*Your goal*.
Among the records that follow, find the line with "border:6px solid #d22;" and the line with "width:52px; height:52px; stroke-width:2.5". Set down those lines and all lines between them exactly, without adding anything.

[Stored items]
##########

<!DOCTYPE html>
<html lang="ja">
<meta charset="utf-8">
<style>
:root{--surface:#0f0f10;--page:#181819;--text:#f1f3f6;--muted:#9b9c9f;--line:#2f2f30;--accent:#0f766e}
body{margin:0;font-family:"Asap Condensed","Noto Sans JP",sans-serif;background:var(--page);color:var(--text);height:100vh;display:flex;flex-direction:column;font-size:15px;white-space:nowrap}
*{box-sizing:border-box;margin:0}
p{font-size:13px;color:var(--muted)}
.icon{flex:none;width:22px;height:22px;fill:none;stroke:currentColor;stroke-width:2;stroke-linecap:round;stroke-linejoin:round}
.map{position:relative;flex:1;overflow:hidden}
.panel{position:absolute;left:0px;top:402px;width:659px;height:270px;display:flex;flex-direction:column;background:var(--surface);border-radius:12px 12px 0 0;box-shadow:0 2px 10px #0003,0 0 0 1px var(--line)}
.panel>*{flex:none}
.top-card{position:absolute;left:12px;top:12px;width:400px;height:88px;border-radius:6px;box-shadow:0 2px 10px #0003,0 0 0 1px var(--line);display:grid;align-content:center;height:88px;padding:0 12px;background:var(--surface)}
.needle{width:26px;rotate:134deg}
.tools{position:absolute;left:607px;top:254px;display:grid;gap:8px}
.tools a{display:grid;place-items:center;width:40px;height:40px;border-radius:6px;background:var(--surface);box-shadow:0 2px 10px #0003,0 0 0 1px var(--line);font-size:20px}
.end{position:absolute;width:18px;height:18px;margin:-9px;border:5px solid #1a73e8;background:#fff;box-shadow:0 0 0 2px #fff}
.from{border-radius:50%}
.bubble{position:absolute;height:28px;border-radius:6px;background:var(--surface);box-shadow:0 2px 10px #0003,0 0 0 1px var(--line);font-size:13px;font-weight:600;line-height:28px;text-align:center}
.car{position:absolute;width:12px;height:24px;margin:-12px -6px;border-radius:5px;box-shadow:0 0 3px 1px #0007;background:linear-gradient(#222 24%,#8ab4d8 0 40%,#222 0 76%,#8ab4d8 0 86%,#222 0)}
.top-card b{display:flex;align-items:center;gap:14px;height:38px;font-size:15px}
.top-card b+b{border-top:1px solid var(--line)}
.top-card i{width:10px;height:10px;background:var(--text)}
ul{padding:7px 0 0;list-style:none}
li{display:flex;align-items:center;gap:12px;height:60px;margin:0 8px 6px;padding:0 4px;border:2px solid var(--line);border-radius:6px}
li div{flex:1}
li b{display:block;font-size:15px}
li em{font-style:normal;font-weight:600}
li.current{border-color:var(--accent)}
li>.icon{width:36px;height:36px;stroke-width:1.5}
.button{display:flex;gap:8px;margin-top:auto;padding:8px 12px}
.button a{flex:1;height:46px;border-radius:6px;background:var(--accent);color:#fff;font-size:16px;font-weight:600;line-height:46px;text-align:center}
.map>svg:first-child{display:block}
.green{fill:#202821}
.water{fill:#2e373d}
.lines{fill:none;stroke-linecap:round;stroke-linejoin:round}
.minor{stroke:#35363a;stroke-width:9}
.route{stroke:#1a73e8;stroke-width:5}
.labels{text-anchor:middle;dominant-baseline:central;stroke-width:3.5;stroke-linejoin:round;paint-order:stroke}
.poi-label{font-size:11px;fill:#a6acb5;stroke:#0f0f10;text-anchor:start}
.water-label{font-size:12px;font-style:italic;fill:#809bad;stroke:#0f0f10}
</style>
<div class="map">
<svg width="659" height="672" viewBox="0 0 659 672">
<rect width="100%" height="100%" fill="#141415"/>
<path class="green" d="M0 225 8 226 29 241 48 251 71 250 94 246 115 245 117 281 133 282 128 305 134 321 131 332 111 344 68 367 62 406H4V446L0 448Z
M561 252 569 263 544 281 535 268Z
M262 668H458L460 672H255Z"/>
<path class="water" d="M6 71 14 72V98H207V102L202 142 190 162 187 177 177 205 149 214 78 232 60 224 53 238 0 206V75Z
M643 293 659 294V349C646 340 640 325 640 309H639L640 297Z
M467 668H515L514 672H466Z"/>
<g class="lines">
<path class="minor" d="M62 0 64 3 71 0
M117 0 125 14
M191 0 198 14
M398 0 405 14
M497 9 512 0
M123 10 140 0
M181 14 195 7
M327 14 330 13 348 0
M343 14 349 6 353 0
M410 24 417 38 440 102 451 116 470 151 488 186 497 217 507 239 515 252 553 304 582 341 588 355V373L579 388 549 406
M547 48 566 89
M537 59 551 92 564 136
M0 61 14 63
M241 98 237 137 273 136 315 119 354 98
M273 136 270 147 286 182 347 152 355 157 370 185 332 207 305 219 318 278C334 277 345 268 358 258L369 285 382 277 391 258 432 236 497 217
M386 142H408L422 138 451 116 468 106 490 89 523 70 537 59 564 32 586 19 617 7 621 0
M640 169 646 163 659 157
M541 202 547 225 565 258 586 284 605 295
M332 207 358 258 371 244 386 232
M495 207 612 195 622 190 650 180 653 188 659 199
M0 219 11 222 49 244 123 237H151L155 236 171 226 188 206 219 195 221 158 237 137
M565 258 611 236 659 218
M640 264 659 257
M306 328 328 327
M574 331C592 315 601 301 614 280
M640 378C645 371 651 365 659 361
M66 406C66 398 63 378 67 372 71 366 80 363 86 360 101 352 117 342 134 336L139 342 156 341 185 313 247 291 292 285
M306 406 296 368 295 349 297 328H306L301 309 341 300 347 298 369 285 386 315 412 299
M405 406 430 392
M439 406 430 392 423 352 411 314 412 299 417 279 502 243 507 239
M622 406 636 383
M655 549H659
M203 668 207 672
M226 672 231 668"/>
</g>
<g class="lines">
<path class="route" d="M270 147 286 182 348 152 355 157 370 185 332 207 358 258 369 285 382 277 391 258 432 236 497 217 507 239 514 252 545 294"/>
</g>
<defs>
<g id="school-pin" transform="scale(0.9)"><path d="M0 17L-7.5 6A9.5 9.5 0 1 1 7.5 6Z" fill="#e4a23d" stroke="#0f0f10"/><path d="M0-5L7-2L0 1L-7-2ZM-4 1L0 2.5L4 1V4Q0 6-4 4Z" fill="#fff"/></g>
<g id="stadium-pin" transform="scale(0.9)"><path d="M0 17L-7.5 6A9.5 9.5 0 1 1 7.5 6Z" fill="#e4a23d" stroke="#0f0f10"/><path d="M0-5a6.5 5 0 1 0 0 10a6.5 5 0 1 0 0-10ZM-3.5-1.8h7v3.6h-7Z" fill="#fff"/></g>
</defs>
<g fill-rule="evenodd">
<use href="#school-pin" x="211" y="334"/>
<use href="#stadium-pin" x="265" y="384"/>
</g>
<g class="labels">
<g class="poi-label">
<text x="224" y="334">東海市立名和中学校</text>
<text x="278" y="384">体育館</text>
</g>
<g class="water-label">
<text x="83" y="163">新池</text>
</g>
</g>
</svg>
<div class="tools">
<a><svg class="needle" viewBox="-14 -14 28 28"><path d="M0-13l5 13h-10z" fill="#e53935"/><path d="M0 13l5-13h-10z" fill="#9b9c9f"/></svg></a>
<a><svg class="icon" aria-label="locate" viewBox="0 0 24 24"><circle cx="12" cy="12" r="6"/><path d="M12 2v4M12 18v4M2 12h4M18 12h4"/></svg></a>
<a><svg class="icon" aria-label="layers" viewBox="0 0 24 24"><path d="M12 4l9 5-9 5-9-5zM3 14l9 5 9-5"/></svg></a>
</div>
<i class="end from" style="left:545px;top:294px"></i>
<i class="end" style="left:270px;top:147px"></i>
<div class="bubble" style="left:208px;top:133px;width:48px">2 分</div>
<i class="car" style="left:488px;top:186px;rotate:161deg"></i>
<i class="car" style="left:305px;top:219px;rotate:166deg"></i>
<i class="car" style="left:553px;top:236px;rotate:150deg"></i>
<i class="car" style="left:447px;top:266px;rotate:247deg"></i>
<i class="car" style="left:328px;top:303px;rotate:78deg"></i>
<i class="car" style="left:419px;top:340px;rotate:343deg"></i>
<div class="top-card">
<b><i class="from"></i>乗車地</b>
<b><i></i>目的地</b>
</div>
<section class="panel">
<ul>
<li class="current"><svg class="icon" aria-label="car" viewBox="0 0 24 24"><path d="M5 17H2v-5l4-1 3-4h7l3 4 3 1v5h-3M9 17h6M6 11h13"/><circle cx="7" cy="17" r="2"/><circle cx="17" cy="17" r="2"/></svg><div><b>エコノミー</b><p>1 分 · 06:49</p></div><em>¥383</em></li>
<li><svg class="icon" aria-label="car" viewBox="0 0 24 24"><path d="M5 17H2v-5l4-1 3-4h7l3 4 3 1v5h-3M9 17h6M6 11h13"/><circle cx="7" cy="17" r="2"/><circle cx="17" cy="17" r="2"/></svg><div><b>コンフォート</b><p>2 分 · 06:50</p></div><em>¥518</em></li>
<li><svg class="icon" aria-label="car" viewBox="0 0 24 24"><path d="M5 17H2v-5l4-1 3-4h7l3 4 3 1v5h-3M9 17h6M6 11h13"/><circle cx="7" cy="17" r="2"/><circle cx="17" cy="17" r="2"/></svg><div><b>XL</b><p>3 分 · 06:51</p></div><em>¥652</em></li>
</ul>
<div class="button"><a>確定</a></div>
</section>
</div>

##########

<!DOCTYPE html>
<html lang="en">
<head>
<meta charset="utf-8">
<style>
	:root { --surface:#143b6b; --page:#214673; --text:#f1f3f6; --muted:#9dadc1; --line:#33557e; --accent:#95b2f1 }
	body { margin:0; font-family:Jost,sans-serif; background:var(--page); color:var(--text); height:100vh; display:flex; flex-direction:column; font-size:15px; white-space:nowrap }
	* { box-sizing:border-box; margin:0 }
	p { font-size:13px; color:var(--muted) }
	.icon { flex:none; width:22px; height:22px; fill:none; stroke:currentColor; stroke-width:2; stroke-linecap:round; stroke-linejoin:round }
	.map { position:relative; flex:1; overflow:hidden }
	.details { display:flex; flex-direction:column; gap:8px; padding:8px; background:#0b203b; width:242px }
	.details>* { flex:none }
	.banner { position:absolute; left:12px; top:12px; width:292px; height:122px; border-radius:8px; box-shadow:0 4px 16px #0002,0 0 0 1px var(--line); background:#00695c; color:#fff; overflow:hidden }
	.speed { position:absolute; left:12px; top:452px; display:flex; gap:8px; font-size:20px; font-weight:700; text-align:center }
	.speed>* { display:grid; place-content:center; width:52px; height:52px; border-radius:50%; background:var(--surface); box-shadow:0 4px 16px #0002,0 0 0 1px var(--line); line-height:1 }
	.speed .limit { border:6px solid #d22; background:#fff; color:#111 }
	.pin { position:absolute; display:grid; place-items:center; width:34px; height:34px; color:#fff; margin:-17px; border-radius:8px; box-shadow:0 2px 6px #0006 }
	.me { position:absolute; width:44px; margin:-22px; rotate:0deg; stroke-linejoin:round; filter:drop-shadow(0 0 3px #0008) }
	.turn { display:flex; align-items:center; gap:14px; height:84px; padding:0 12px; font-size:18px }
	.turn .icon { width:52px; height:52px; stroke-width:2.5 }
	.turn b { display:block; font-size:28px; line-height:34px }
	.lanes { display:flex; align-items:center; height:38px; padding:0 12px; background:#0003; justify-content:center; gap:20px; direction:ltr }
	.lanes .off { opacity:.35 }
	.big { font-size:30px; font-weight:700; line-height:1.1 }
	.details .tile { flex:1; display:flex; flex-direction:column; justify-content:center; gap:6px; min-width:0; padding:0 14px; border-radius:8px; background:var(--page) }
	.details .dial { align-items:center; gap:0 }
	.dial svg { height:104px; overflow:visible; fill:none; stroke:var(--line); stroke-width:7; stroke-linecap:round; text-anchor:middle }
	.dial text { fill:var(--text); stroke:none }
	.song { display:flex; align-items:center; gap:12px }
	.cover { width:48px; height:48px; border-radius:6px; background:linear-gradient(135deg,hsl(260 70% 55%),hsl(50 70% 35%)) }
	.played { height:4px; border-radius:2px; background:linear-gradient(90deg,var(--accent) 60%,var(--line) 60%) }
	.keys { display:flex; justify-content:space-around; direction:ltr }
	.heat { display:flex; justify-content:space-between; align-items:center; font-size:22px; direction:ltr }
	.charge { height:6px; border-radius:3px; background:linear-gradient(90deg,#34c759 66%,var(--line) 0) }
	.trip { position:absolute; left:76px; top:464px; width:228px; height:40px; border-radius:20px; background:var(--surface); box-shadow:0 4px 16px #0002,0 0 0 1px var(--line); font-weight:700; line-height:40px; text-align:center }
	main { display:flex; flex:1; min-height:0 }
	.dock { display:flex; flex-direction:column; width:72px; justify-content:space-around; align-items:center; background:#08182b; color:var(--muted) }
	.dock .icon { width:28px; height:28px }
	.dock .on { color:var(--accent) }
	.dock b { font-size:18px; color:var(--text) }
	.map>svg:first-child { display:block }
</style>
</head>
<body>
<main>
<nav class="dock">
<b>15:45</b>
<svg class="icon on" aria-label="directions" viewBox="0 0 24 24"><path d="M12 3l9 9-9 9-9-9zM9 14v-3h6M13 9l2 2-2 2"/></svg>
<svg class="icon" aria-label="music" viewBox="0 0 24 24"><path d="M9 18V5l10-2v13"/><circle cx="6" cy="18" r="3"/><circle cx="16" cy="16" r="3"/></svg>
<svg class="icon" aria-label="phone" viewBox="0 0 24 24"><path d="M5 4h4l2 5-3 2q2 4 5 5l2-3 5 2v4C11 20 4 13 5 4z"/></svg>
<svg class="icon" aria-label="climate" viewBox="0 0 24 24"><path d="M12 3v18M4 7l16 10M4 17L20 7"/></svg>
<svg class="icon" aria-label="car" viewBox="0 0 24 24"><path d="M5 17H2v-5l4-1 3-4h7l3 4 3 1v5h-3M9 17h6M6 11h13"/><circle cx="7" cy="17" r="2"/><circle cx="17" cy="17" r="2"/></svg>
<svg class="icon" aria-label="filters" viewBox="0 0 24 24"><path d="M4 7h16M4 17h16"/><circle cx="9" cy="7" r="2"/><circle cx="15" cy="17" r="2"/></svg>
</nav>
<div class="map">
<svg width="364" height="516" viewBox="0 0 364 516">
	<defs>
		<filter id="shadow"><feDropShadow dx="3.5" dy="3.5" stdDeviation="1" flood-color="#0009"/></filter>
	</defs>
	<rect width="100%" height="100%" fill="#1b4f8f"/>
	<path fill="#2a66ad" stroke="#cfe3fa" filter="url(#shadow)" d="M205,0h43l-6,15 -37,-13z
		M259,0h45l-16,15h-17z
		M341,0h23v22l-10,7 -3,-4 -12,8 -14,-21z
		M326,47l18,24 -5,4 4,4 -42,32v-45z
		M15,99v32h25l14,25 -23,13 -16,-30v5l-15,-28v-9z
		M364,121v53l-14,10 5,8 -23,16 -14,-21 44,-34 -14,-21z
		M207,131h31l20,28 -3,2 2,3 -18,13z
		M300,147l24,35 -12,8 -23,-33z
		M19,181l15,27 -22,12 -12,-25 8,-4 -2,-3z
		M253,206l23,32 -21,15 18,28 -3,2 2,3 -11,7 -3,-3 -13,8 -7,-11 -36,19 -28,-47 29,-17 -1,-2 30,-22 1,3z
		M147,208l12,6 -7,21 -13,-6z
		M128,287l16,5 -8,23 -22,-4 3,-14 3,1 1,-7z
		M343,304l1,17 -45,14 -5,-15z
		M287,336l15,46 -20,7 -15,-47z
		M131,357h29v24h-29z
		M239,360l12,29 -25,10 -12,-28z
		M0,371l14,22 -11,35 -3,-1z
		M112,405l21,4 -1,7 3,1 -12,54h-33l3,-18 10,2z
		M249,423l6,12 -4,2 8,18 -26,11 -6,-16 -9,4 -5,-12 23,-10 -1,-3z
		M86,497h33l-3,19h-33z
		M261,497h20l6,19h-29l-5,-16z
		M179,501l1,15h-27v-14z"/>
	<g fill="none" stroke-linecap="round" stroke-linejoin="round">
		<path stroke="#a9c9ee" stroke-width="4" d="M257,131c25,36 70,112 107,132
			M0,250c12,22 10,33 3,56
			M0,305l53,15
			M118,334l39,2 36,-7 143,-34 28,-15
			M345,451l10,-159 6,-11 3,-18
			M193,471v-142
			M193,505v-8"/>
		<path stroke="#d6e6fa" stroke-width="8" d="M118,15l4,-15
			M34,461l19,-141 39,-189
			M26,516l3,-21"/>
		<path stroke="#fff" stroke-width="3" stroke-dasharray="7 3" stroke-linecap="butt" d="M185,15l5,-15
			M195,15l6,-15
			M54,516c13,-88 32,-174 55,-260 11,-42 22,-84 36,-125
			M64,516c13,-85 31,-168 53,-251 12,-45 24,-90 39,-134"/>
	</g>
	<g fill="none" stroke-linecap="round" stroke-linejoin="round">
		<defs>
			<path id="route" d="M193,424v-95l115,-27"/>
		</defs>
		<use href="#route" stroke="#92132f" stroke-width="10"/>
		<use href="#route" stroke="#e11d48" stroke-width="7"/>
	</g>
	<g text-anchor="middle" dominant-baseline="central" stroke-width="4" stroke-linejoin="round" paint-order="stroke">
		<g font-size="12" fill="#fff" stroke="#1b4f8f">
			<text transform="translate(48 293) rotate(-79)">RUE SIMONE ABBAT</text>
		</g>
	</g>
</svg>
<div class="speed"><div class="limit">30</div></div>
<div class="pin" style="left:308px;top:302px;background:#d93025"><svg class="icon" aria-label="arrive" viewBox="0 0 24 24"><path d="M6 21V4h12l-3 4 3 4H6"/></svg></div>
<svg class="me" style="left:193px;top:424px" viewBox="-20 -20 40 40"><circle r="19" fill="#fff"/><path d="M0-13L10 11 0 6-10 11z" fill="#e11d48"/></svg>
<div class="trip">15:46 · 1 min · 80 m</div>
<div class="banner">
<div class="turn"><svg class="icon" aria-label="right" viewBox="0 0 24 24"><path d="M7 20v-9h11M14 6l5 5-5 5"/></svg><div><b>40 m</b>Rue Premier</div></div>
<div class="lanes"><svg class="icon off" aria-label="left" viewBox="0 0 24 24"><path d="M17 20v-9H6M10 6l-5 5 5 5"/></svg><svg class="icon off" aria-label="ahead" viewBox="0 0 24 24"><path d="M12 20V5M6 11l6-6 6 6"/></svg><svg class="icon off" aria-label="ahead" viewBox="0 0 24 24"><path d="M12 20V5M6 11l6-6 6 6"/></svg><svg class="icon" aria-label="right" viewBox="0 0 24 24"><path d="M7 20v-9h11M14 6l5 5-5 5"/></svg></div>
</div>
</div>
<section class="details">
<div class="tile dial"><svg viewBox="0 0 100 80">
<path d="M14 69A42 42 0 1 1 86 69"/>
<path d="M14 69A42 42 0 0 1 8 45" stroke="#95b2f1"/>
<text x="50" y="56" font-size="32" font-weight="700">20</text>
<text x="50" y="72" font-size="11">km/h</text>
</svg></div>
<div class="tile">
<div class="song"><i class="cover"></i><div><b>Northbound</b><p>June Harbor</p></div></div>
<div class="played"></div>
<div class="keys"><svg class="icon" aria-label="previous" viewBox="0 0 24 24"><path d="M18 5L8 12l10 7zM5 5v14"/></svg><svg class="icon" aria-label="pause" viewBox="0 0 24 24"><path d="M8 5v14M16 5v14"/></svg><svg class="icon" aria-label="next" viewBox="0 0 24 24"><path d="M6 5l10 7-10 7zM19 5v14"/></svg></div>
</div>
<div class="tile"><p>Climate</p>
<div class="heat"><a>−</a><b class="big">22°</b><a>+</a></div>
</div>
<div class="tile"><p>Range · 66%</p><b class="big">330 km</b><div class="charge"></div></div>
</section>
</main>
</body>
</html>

##########

*Your response*.
	.speed .limit { border:6px solid #d22; background:#fff; color:#111 }
	.pin { position:absolute; display:grid; place-items:center; width:34px; height:34px; color:#fff; margin:-17px; border-radius:8px; box-shadow:0 2px 6px #0006 }
	.me { position:absolute; width:44px; margin:-22px; rotate:0deg; stroke-linejoin:round; filter:drop-shadow(0 0 3px #0008) }
	.turn { display:flex; align-items:center; gap:14px; height:84px; padding:0 12px; font-size:18px }
	.turn .icon { width:52px; height:52px; stroke-width:2.5 }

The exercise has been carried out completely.